Taking Economic Power Seriously

Ten years after the Global Financial Crisis, the failure to shift the economic paradigm, has led to the rise of Trump and the polarization of politics across the much of the western world. Groups are emerging on the far left and the far right angrily rejecting the status quo, but without a clear vision of an alternative.

Responsibility for the crisis has to be laid at the feet of left intellectuals who in the wake of the collapse of socialism have failed to develop an alternate vision to free market globalism.
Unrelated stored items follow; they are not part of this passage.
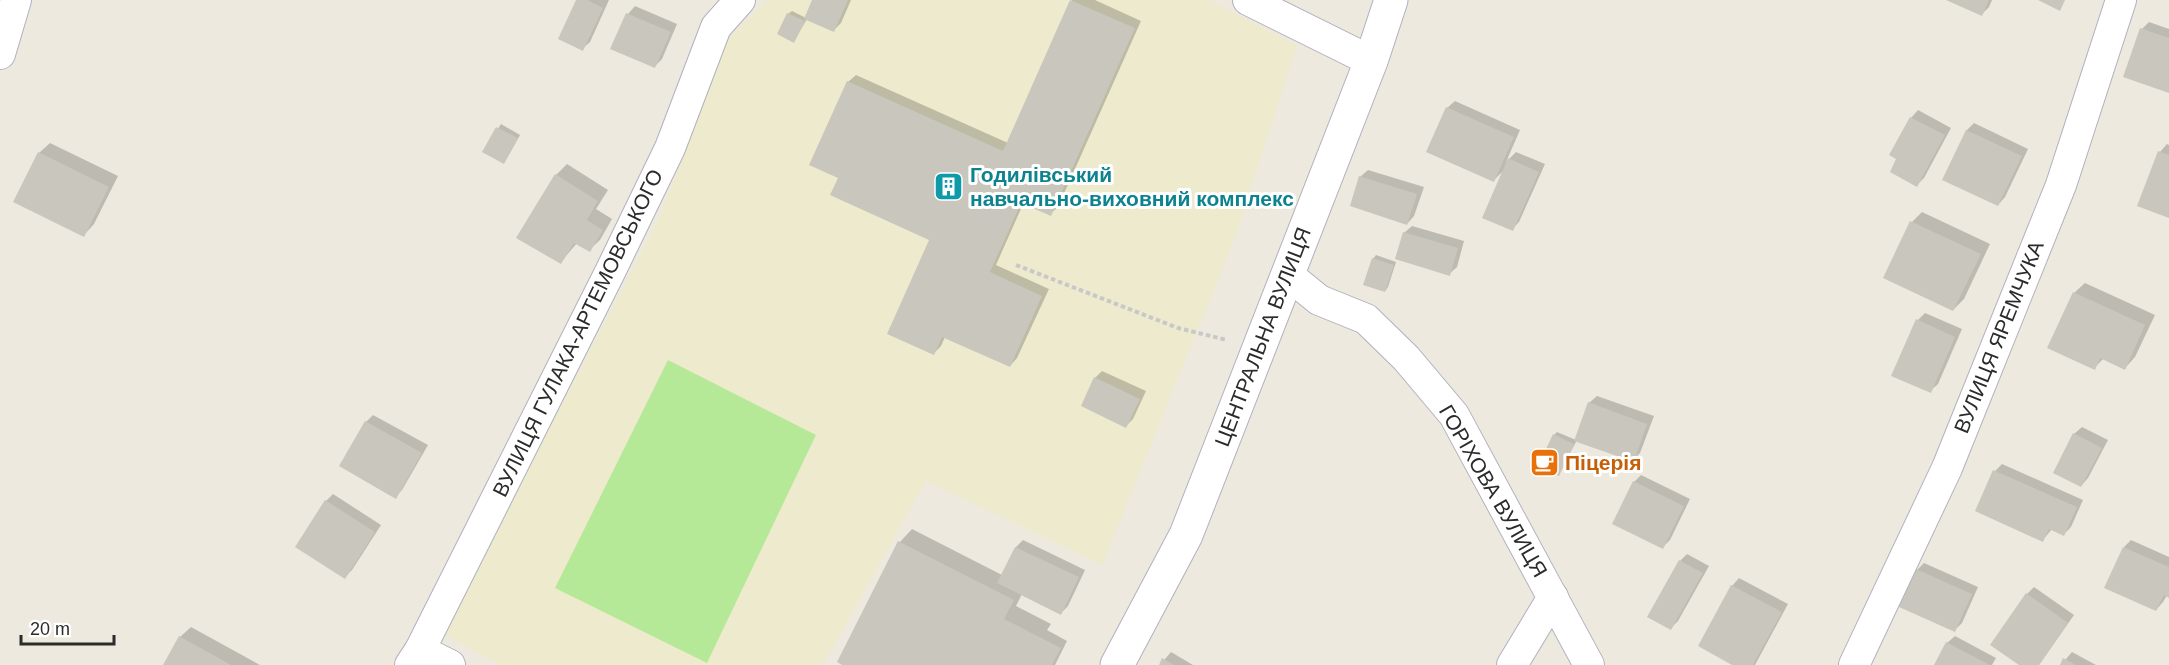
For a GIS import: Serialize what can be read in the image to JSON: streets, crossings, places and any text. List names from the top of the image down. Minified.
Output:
{"streets":{"main road":["ЦЕНТРАЛЬНА ВУЛИЦЯ"],"street":["ВУЛИЦЯ ГУЛАКА-АРТЕМОВСЬКОГО","ВУЛИЦЯ ЯРЕМЧУКА","ГОРІХОВА ВУЛИЦЯ"]},"crossings":[["ЦЕНТРАЛЬНА ВУЛИЦЯ","ГОРІХОВА ВУЛИЦЯ"]],"places":{"building":["Годилівський навчально-виховний комплекс"],"cafe":["Піцерія"]},"scale_bar":"20 m"}
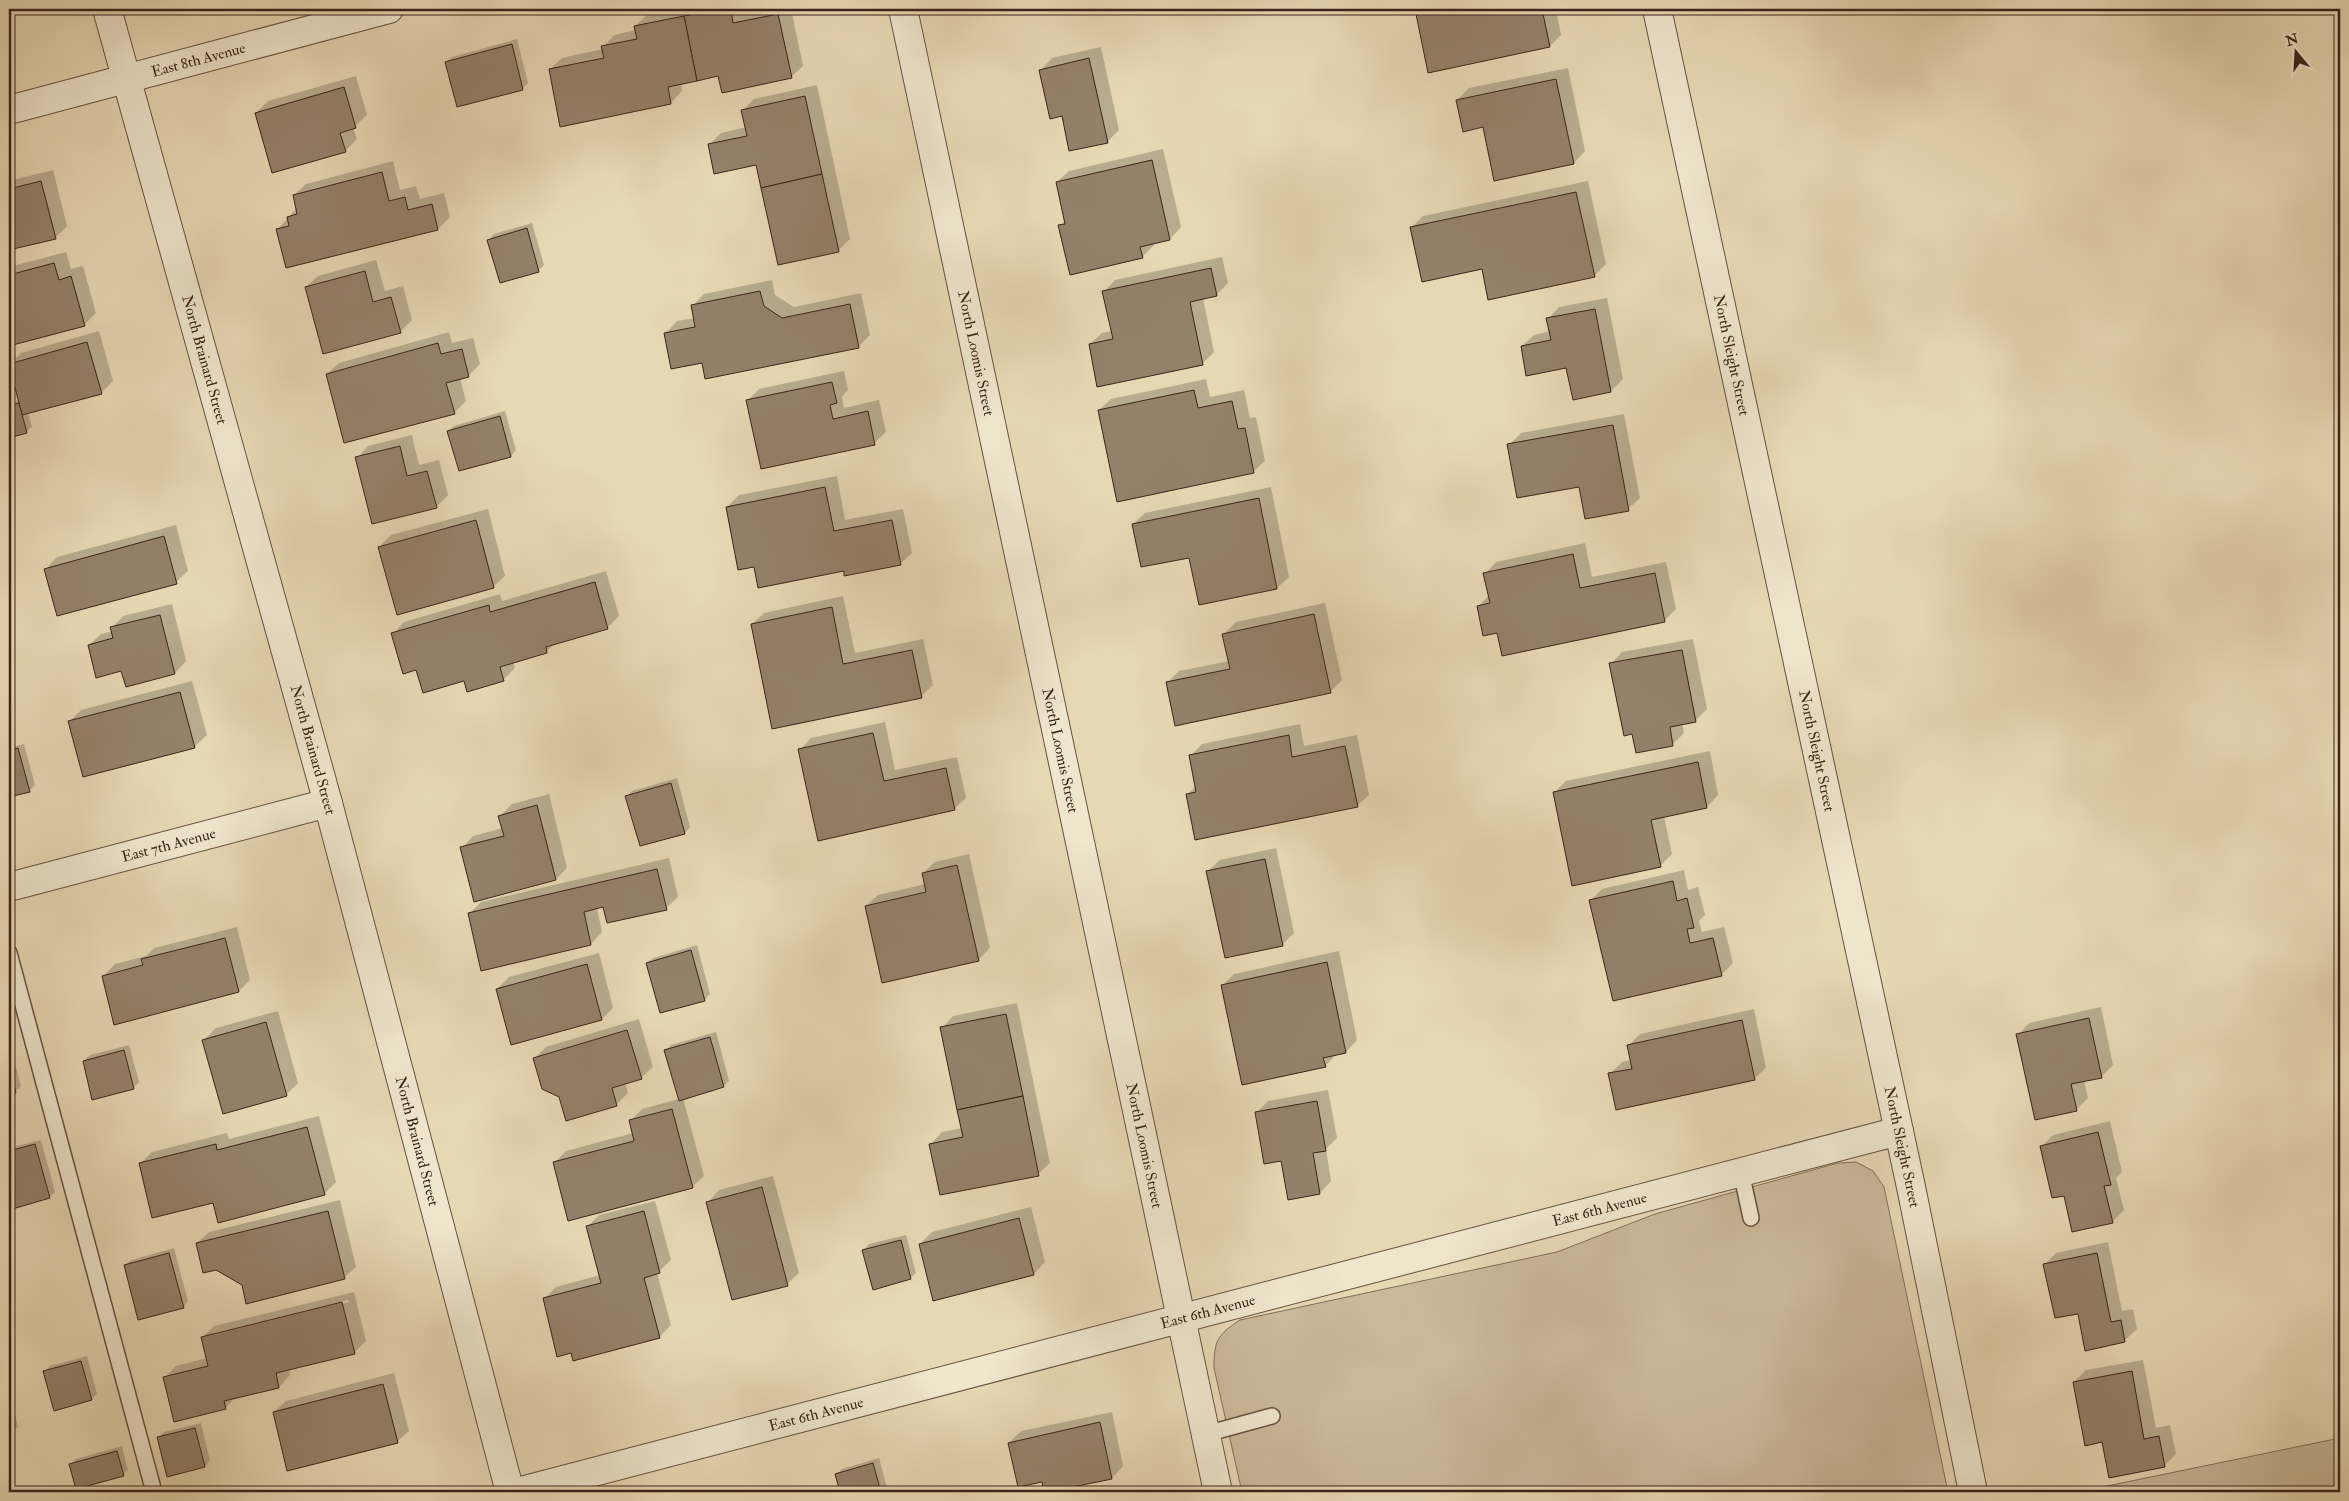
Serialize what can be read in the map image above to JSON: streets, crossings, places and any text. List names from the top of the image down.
{
  "streets": {
    "street": [
      "East 8th Avenue",
      "North Loomis Street",
      "North Sleight Street",
      "North Brainard Street",
      "East 7th Avenue",
      "East 6th Avenue"
    ]
  },
  "crossings": [
    ["East 8th Avenue", "North Brainard Street"],
    ["North Loomis Street", "East 6th Avenue"],
    ["North Sleight Street", "East 6th Avenue"],
    ["North Brainard Street", "East 7th Avenue"]
  ],
  "north": "top"
}
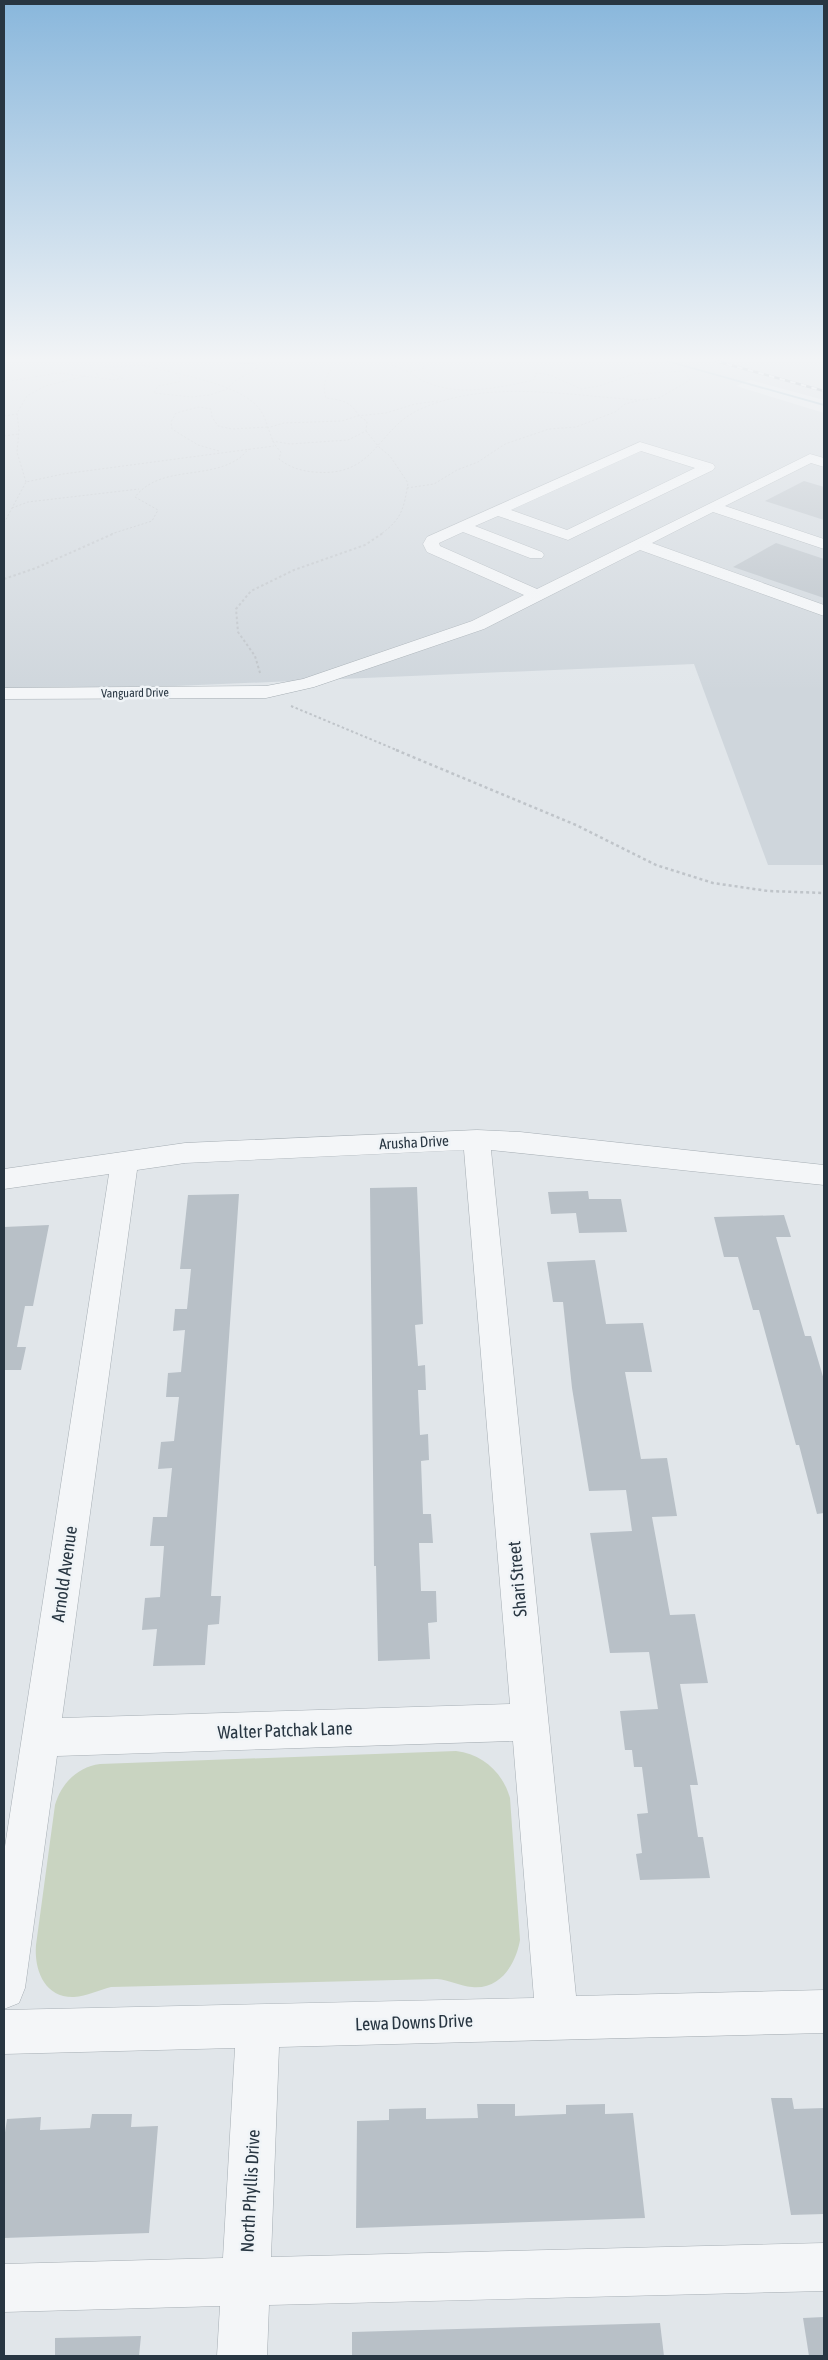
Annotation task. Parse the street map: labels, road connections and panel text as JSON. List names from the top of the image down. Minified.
{"streets":{"street":["Vanguard Drive","Arusha Drive","Arnold Avenue","Shari Street","Walter Patchak Lane","Lewa Downs Drive","North Phyllis Drive"]},"crossings":[["Arusha Drive","Arnold Avenue"],["Arusha Drive","Shari Street"],["Arnold Avenue","Walter Patchak Lane"],["Shari Street","Walter Patchak Lane"],["Shari Street","Lewa Downs Drive"],["Lewa Downs Drive","North Phyllis Drive"]]}
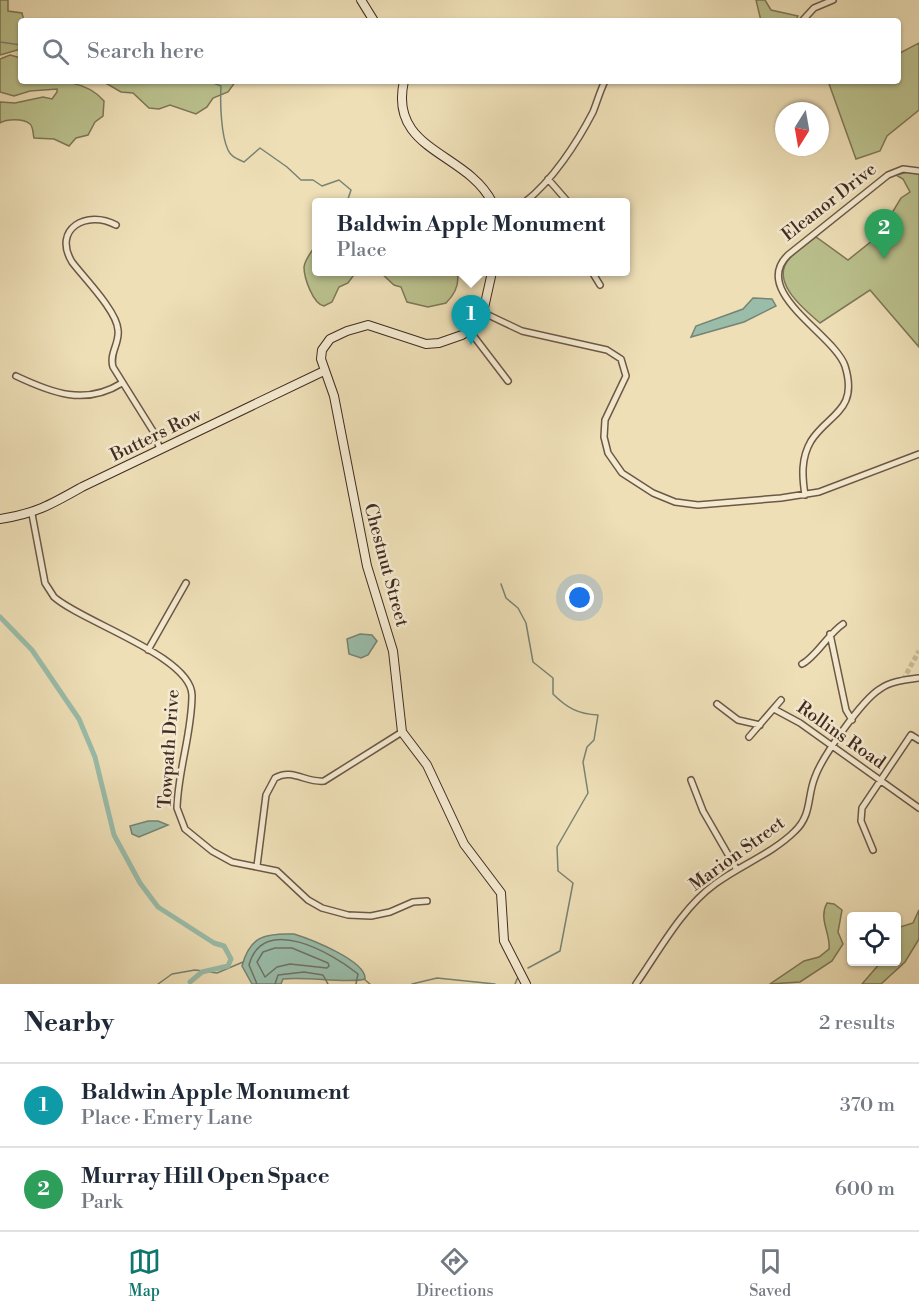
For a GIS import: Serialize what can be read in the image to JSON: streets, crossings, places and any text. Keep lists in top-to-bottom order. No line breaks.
{"streets":{"street":["Eleanor Drive","Butters Row","Chestnut Street","Rollins Road","Towpath Drive","Marion Street"]},"crossings":[["Butters Row","Chestnut Street"],["Butters Row","Towpath Drive"],["Rollins Road","Marion Street"]],"north":"bottom","page":{"search":"Search here","popup":["Baldwin Apple Monument","Place"],"pins":["2","1"],"heading":["Nearby","2 results"],"list":[{"mark":"1","name":"Baldwin Apple Monument","note":"Place · Emery Lane","value":"370 m"},{"mark":"2","name":"Murray Hill Open Space","note":"Park","value":"600 m"}],"nav":["Map","Directions","Saved"]}}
Even as the Labor Party is rediscovering the language of equality its solutions are deeply embedded in a view of the market that limits their solutions to fiddling around the edges.

The extent of the ideas failure was highlighted in a 2012 book I co-edited a book with Damien Cahill and Frank Stilwell, Neoliberalism: Beyond the Free Market that brought together all the major schools of academic thought making critiques of free market neoliberalism.  The picture that emerged was fragmented and disjointed with thinkers operating in different frameworks, talking at cross purposes, with no clear and coherent alternative way of thinking about the economy.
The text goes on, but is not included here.